Beet is a highly nutritious food that is ranked among veggies with high sugar content, and if consumed in small amounts, it can provide numerous health benefits. Beets can help boost your immunity, prevent cancer, fight inflammation, and lower blood pressure. Beet is rich in fiber, vitamin C, and numerous essential minerals like potassium and manganese.

This healthy veggie has been seen on salads for decades. Beets are planted for their edible leaves and taproots. Beet’s leaves are rich in vitamin B6, A, and C, copper, magnesium, zinc, fiber, and protein. The beets’ leaves can help boost your immunity, protect you against Alzheimer’s disease and help you fight off osteoporosis. Beets thrive in soil with temperatures ranging from 60°C to 65 °C. Make sure you sow the seeds about half an inch deep in places where they are protected from the wind.

6)   Sweet Potatoes

These tuberous roots were the main source of nourishment for soldiers in the revolutionary war. Sweet potatoes are highly nutritious tuberous roots that come packed with calcium, potassium, and vitamins A and C. Sweet potatoes are naturally tasty, and they can be baked, mashed, and even incorporated into your favorite meals. Sweet potatoes are a great substitution for white potatoes.
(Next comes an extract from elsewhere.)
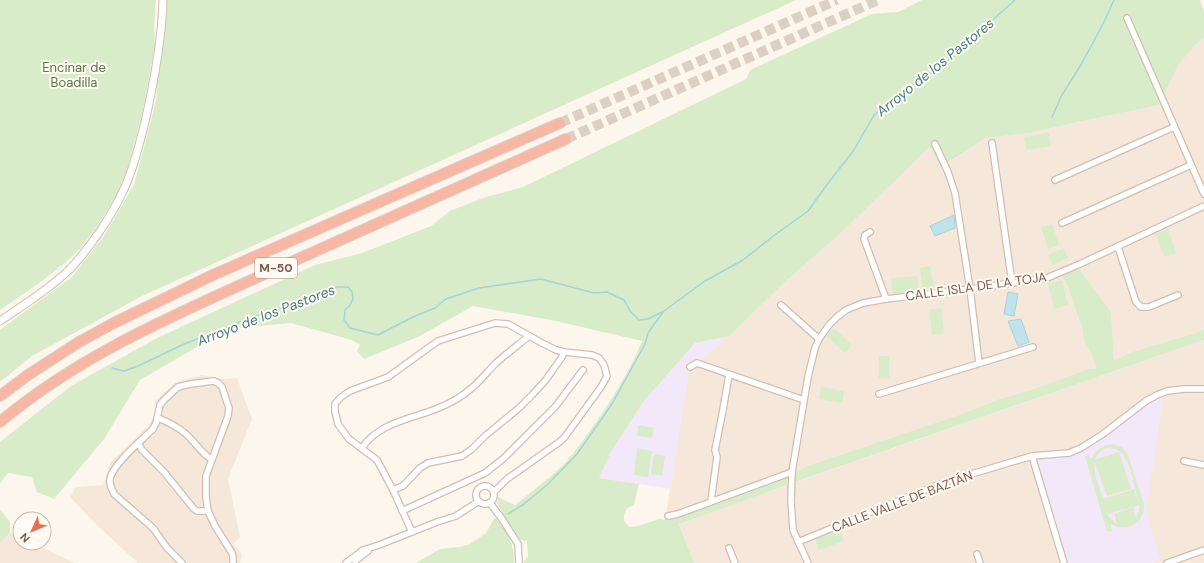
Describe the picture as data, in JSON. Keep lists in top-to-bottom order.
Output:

These tuberous roots are easy to plant, and they thrive in loamy soil with a pH ranging between 5.8 and 6.2. So make sure you do a soil test before introducing sweet potatoes in your garden. Sweet potatoes need proper aerations; therefore, they should be sowed about 12 inches apart. And for better produce, you should add some manure.

7)   Pumpkins

Pumpkins are considered to be one of the best sources of carotenoids. Half a cup of pumpkins can provide you with more than twice your daily recommended dose of alpha-carotene. Plus, with pumpkins, you can eat the seeds, flesh, and even their leaves. Pumpkin leaves have been consumed for centuries in numerous parts of the globe, including Africa and Asia. Pumpkin leaves are rich in magnesium, iron, phosphorus, potassium, calcium, water, and vitamins A and K and are easily grown in your family garden.

So, you can plant this superfood in your garden and enjoy all its benefits. Plus, there are numerous varieties for you to choose from. If you have a small garden, you can try the Wee B little pumpkins. This small-sized variety of pumpkins has a semi-bush behavior; therefore, they occupy a small space in the garden.

Final Thoughts

Being self-sufficient means, you can maintain your family by growing healthy food in your family garden. It means you get to enjoy fresh and highly nutritious veggies every day that taste better than the ones sold in grocery stores. So instead of relying on the grocery store for your veggies and fruits, why don’t you plant these highly nutritious foods in your garden? Plus, before they mature, you can enjoy other advantages of growing them on your farm, including regular workouts and less stress.